Nutrition à l’école: L’OMS lance de nouvelles orientations mondiales

L’alimentation proposée aux enfants à l’école pourrait influencer durablement leurs habitudes et leur santé à l’âge adulte. C’est le message central porté par l’Organisation mondiale de la santé (OMS), qui vient de dévoiler de nouvelles orientations internationales destinées à transformer l’offre alimentaire à l’école.
Pour la première fois, l’OMS invite les Etats à adopter une « approche globale l’échelle de l’école ».L’objectif est clair : garantir que les repas, les collations et les boissons disponibles non seulement dans les établissements scolaires, mais aussi à leurs abords immédiats, soient sains, équilibrés et nutritifs. L’agence onusienne estime que l’école constitue un levier essentiel pour ancrer de bonnes habitudes alimentaires dès le plus jeune âge.
Ces recommandations interviennent dans un contexte préoccupant. De nombreux pays sont, en effet, confrontés à ce que l’OMS qualifie de « double fardeau » de la malnutrition. D’un côté, la sous-alimentation persiste dans plusieurs régions du monde. De l’autre, l’obésité infantile progresse à un rythme effarant, touchant désormais toutes les catégories sociales et géographiques.
Les chiffres sont éloquents. En 2025, près de 188 millions d’enfants et adolescents, soit environ un élève sur 10 dans le monde, vivaient avec l’obésité. Pour la première fois, ce nombre a dépassé celui des enfants en insuffisance pondérale. Or, le surpoids dès l’enfance augmente fortement le risque de développer plus tard des maladies graves comme le diabète, certains cancers, les maladies cardiovasculaires ou encore les accidents vasculaires cérébraux
« « Les aliments que les enfants consomment à l’école, et les environnements qui influencent leurs choix, peuvent avoir un impact profond sur leurs apprentissages et des conséquences à vie sur leur santé et leur bien-être », a souligné le directeur général de l’OMS, le Dr Tedros Adhanom Ghebreyesus, dans un communiqué.

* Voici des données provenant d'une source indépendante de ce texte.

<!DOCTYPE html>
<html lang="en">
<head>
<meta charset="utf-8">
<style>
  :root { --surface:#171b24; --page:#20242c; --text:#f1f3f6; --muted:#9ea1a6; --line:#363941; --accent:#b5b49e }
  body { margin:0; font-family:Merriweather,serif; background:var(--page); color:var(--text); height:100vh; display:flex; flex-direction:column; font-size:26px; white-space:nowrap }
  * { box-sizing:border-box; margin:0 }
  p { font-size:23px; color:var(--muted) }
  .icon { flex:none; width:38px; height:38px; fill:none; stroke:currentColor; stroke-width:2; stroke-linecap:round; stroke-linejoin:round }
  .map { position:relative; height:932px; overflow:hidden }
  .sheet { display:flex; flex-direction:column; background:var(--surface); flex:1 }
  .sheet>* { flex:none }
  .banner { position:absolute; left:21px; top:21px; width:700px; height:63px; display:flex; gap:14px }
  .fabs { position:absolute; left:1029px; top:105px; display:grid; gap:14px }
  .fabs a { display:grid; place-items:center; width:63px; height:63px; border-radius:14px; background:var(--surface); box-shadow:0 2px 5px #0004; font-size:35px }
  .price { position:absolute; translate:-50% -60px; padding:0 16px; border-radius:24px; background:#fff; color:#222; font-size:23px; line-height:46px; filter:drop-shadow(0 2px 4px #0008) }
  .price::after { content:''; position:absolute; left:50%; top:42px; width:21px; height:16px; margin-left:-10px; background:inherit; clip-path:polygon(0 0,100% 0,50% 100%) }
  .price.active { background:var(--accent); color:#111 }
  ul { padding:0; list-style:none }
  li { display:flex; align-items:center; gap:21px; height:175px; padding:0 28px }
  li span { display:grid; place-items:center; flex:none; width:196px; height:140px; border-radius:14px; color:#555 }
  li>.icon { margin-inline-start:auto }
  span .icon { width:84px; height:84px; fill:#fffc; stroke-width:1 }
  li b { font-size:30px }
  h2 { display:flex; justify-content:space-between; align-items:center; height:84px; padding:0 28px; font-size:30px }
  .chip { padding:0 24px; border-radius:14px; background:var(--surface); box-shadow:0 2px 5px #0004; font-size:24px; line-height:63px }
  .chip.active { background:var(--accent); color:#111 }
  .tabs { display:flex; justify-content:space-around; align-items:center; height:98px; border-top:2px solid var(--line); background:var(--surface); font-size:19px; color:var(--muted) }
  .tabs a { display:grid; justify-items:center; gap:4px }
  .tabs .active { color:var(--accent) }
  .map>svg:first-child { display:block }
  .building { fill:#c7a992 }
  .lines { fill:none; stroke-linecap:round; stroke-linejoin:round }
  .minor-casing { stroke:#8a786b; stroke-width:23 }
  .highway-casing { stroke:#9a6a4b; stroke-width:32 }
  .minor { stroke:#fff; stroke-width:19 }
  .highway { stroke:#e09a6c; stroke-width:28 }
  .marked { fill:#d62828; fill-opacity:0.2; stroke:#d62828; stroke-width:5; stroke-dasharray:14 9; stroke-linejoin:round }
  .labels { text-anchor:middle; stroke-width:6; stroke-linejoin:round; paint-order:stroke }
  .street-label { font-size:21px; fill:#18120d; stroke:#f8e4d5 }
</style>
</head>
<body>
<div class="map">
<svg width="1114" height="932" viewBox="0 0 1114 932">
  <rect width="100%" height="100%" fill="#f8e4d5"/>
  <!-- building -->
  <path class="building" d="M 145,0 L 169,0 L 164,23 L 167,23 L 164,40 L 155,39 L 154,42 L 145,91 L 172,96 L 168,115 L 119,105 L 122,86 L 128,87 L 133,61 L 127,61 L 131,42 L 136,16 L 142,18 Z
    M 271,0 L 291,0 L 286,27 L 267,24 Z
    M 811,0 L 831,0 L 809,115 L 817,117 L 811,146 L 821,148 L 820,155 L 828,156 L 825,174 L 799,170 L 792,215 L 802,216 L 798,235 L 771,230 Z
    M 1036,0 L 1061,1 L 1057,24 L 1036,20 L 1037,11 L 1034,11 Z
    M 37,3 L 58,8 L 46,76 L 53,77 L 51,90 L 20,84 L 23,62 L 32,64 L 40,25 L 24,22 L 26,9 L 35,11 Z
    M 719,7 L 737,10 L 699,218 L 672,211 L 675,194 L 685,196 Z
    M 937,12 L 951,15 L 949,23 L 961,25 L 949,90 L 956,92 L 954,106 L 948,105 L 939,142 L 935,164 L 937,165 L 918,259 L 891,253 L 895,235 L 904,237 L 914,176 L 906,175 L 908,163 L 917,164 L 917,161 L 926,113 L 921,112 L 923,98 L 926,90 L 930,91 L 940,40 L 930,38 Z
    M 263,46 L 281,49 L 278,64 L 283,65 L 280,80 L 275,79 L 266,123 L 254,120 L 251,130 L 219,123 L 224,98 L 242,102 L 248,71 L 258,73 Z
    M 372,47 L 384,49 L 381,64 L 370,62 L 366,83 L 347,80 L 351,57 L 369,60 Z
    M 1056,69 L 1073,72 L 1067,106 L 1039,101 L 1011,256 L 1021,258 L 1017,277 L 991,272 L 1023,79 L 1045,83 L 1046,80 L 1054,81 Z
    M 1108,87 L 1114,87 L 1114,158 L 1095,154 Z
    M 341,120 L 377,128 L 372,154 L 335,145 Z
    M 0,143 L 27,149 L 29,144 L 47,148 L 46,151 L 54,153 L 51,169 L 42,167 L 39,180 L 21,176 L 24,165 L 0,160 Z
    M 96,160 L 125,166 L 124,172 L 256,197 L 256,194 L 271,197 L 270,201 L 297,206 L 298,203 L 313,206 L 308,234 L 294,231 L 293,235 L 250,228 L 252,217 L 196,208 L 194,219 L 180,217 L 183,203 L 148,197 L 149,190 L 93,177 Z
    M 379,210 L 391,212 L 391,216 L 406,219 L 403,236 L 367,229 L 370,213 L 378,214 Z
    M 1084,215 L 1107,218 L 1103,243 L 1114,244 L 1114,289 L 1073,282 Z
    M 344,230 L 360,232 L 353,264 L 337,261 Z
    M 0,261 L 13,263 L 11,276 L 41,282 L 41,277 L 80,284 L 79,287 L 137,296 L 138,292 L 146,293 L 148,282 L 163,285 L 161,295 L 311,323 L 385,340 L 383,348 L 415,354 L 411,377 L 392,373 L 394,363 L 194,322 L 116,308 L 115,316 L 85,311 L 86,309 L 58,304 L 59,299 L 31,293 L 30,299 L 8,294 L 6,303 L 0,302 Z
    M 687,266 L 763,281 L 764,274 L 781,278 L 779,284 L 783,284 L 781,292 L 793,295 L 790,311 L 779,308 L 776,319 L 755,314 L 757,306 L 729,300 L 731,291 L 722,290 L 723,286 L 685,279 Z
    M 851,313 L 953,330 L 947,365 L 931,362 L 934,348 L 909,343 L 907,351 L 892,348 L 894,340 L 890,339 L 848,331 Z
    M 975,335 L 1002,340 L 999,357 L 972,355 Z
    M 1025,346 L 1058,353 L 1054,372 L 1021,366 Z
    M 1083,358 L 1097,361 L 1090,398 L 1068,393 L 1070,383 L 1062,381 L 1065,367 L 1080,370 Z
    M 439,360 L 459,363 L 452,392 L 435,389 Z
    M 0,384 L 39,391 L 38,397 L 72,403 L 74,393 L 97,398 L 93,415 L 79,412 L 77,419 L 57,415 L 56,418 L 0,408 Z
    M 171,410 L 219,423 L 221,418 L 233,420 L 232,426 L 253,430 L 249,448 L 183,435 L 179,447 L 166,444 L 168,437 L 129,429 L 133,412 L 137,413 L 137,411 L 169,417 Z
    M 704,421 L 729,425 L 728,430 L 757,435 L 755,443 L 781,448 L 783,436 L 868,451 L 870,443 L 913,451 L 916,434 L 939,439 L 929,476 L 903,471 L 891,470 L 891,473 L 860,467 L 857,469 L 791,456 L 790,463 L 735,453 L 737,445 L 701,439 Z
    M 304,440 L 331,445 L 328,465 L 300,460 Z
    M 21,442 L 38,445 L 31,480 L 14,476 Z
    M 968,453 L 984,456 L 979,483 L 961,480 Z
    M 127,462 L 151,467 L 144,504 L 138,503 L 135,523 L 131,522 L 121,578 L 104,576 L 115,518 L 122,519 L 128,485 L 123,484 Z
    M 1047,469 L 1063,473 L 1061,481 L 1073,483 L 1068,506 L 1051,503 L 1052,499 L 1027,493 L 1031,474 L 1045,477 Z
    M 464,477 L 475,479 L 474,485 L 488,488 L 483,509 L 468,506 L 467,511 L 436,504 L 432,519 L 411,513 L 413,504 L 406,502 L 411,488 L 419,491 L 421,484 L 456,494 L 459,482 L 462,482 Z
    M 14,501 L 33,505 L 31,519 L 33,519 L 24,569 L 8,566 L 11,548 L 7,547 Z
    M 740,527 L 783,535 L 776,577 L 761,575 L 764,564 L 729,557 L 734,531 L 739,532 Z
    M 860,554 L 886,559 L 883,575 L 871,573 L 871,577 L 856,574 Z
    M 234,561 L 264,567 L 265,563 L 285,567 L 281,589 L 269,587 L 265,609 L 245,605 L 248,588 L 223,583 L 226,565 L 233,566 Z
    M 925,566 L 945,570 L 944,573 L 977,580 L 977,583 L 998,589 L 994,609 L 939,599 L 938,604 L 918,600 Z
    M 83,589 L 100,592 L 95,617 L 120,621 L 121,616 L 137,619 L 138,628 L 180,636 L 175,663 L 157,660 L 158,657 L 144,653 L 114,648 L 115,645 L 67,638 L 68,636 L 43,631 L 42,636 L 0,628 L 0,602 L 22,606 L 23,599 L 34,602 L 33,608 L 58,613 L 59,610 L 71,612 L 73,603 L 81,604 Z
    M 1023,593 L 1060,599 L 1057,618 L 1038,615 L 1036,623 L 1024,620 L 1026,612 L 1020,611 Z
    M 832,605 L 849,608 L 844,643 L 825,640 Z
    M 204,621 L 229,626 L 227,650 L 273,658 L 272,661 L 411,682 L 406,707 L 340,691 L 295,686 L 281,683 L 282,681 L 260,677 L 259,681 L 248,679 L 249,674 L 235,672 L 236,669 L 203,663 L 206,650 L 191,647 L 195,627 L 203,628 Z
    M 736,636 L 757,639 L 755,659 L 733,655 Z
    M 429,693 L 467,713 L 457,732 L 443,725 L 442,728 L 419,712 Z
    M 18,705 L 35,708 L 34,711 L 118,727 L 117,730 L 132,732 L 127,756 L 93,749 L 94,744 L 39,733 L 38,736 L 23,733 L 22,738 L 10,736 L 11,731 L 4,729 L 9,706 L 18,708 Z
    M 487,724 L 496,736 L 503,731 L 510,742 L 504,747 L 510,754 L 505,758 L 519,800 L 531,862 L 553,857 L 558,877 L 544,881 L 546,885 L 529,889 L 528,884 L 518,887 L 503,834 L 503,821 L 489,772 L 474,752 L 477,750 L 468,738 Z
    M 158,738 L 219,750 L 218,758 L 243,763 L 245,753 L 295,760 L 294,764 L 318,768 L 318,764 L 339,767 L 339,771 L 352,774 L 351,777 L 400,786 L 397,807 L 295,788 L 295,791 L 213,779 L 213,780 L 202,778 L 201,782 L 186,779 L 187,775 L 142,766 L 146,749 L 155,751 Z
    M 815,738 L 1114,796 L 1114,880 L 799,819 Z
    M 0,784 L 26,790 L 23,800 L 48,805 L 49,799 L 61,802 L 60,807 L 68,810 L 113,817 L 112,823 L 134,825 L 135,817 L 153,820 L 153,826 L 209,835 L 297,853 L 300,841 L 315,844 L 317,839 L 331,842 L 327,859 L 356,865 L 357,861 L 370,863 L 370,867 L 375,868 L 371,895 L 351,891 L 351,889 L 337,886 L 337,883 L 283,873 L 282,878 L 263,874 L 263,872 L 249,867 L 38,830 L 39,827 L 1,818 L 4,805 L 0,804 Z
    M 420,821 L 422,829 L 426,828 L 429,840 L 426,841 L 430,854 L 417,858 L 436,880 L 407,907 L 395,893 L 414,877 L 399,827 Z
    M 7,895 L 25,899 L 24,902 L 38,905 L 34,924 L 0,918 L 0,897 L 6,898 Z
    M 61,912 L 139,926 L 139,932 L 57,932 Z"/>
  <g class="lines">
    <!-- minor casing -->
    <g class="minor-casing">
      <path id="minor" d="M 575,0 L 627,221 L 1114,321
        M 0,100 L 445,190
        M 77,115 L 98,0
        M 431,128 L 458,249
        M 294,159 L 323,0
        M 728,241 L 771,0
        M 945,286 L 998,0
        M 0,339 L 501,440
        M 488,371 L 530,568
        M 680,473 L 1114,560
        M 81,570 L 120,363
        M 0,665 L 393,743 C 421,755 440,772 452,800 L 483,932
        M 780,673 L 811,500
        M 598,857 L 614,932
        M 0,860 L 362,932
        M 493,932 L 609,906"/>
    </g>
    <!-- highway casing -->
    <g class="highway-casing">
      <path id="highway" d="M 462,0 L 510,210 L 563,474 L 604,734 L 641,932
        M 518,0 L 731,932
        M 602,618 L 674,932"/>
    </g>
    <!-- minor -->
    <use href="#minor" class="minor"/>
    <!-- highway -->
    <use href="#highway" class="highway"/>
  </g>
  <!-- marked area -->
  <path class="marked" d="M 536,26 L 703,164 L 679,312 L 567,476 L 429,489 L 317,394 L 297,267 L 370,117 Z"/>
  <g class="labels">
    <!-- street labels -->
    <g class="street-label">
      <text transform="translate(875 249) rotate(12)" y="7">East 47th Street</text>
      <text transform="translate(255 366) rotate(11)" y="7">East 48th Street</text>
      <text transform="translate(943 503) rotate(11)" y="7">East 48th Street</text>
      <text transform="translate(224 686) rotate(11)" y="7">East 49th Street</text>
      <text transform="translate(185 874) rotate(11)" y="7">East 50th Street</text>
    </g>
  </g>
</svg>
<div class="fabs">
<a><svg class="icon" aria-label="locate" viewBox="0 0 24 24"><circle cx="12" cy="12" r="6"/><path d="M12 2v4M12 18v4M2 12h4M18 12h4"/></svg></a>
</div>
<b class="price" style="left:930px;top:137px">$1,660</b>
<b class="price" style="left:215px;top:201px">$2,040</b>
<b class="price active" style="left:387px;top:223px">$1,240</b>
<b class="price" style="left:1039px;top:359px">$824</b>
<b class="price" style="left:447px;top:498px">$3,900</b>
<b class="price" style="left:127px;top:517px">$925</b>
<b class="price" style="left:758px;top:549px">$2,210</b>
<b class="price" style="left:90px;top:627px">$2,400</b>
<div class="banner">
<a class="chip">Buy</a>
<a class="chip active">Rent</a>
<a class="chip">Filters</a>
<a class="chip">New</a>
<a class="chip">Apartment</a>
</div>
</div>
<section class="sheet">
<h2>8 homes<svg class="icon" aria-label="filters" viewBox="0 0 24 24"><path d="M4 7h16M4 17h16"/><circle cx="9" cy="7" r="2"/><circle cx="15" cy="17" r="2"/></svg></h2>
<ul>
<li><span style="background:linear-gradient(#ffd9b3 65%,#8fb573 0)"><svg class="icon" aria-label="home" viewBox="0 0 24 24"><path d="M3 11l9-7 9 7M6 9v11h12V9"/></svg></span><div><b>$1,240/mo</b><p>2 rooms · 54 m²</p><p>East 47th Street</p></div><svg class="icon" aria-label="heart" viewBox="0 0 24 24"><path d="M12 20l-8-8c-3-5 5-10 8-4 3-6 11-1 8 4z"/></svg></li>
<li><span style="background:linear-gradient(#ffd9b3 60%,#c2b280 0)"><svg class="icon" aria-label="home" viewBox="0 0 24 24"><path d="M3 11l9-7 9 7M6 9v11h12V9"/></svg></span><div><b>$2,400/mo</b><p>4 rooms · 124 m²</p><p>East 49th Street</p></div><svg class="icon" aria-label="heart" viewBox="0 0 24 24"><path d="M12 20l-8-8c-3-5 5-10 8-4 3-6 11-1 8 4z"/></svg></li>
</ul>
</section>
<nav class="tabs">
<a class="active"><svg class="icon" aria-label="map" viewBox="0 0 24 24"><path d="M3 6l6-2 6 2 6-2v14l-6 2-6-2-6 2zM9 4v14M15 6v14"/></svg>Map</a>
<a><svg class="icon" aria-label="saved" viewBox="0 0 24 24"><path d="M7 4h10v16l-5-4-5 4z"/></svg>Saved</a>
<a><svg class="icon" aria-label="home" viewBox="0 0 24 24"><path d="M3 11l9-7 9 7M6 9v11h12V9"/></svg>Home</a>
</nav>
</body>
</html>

Il a ajouté que « bien nourrir les enfants à l’école est crucial pour prévenir les maladies plus tard dans la vie et favoriser des adultes en meilleure santé ».
Aujourd’hui, environ 466 millions d’enfants bénéficient de repas scolaires à travers le monde. Toutefois, l’OMS reconnaît que les données sur la qualité nutritionnelle réelle de ces repas restent insuffisantes. « Le surpoids et l’obésité chez les enfants restent à des niveaux alarmants et continuent de menacer la santé des générations actuelles et futures », alertait déjà l’an dernier Kremlin Wickramasinghe, expert en nutrition au bureau européen de l’OMS.
L’Agence onusienne recommande donc aux écoles d’établir des normes strictes pour encourager la consommation d’aliments sains et réduire l’accès aux produits trop riches en sucre, en sel ou en graisses néfastes. Elle préconise également, des stratégies dites de « nudge », consistant à influencer subtilement les choix des élèves, par exemple en améliorant la présentation ou le placement des aliments.
Si 104 pays disposaient déjà, en octobre 2025, de politique en faveur d’une alimentation saine à l’école, l’OMS constate que des efforts restent nécessaires, notamment pour limiter la publicité ciblant les enfants pour des produits malsains. Ces nouvelles lignes directrices s’inscrivent ainsi dans une ambition plus large : créer des environnements alimentaires réellement favorables à la santé des jeunes, aujourd’hui et dans le futur.